A sun-splashed Beaver Stadium crowd of 106,323 saw the Lions (9-1, 6-1 Big Ten) get two touchdown runs and a scoring pass from quarterback Sean Clifford, score 14 points off special-teams blunders by the Hoosiers (7-3, 4-3), and pull off a 9-minute, fourth-quarter drive that put the game out of reach.

Clifford, who completed 11 of 23 passes for 179 yards and rushed for 55 yards in 10 carries, had heard concerns about how Penn State would bounce back and whether the team’s confidence had been shattered after its first loss of 2019.

“I heard, ‘Now they’re falling off, they’re going to lose confidence,’ ” Clifford said. “For me, I watched the tape. Yeah, I was pretty [ticked] off at what I was doing, but at the same time, every single throw that I missed or read that I made wrong, I just looked back like, ‘Yeah I definitely could have done that better.’

“If anything, in a loss like that to a great Minnesota team, I had more confidence coming into this week because of how much preparation we had and how much I knew I could have gotten back. There was no lack of confidence this week, and I told the guys that. They responded really well.”

It wasn’t a perfect performance. The Lions secondary gave up 371 yards to the No. 1 passing offense in the Big Ten, for a two-week yield of 710 yards. Indiana’s Peyton Ramsey went 31 of 41, a performance that included completions of 38, 42, 39, and 46 yards.

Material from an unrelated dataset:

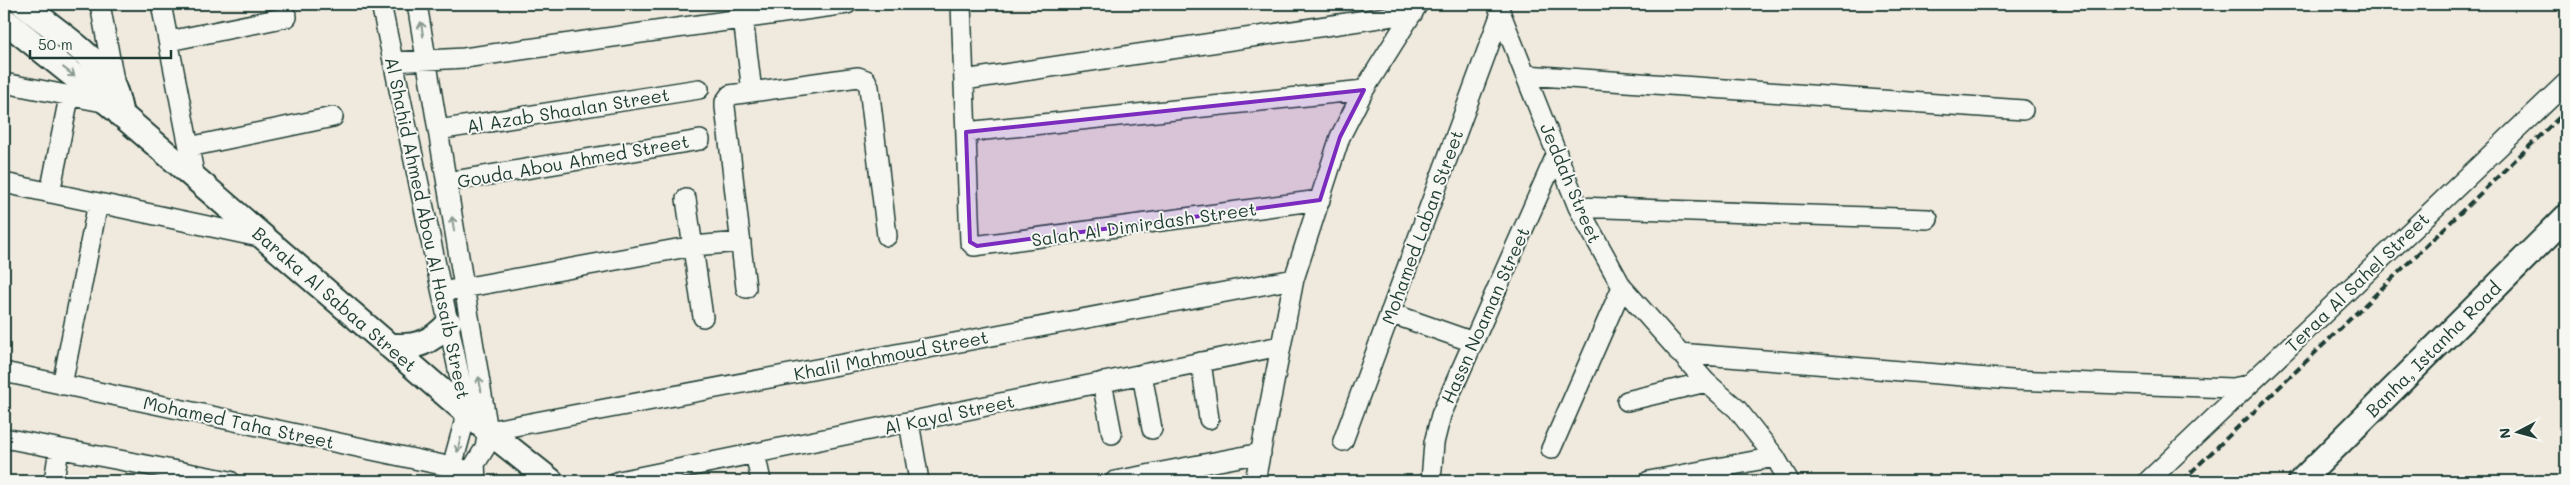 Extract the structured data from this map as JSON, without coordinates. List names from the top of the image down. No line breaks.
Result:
{"streets":{"main road":["Baraka Al Sabaa Street","Banha, Istanha Road"],"street":["Al Azab Shaalan Street","Gouda Abou Ahmed Street","Jeddah Street","Salah Al Dimirdash Street","Mohamed Laban Street","Al Shahid Ahmed Abou Al Hasaib Street","Teraa Al Sahel Street","Hassn Noaman Street","Khalil Mahmoud Street","Al Kayal Street","Mohamed Taha Street"]},"crossings":[["Al Azab Shaalan Street","Al Shahid Ahmed Abou Al Hasaib Street"],["Gouda Abou Ahmed Street","Al Shahid Ahmed Abou Al Hasaib Street"],["Jeddah Street","Mohamed Laban Street"],["Jeddah Street","Hassn Noaman Street"],["Al Shahid Ahmed Abou Al Hasaib Street","Baraka Al Sabaa Street"],["Al Shahid Ahmed Abou Al Hasaib Street","Khalil Mahmoud Street"],["Al Shahid Ahmed Abou Al Hasaib Street","Mohamed Taha Street"],["Baraka Al Sabaa Street","Khalil Mahmoud Street"]],"scale_bar":"50 m","north":"left"}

“We’ve got to get better,” head coach James Franklin said. Indiana "did a really good job with that. Can we get better there? There’s no doubt about it. Obviously we’ll work on that a great deal, but the most important stat is that we found a way to get a win.”

Then there were the missed tackles, which were especially evident as the Hoosiers chipped away at a 27-14 deficit with Logan Justus’ 25-yard field goal and Ramsey’s second 1-yard quarterback sneak of the game with 10 minutes, 45 seconds to play that made it a three-point game.

The Nittany Lions, who had run only nine plays to Indiana’s 32 in the second half, needed to come up with points and run some time off the clock. They satisfied both wishes with one of their most-clutch drives of the season.

The march took 9:01 and covered 75 yards in 18 plays. The Lions called 16 running plays during the drive, the last 11 in a row, and converted two third downs and a pair of fourth downs -- one by backup quarterback Will Levis -- along the way. Clifford rushed the final yard on fourth-and-goal with 1:44 remaining.

“You’ve just got to be physical,” tight end Nick Bowers said. “You have that mindset that you have to block and move people. They’re big guys, too. But I think we like that. We like to be in those four-minute situations knowing that we are controlling the game, and I think we did a good job of doing that.”

The Hoosiers took over with no timeouts and drove to the Penn State 4. Justus kicked a 27-yard field goal with 13 seconds left, but linebacker Jesse Luketa secured the onside kick to clinch the win.

Indiana’s special-teams play led to two Lions touchdowns. Whop Philyor muffed a bouncing punt after the Lions’ first drive of the game that Penn State’s Jan Johnson recovered at the 27, and Clifford threw a 12-yard pass to Bowers in the end zone.

In the third quarter, with Indiana lined up in an unusually spread punt formation, up back Peyton Hendershot bobbled the snap on a planned fake and was tackled for a 4-yard loss at the Indiana 40. Two plays later, Journey Brown, who rushed for 100 yards on 21 carries, dashed 35 yards for the touchdown.

The Nittany Lions now await their trip to Columbus and their annual duel with Ohio State, a team that has defeated them the last two years by one point each time. Clifford, a Cincinnati native, is ready.

“I’m very excited for, I guess you could call it a type of homecoming,” he said. “I’m pretty jacked already.”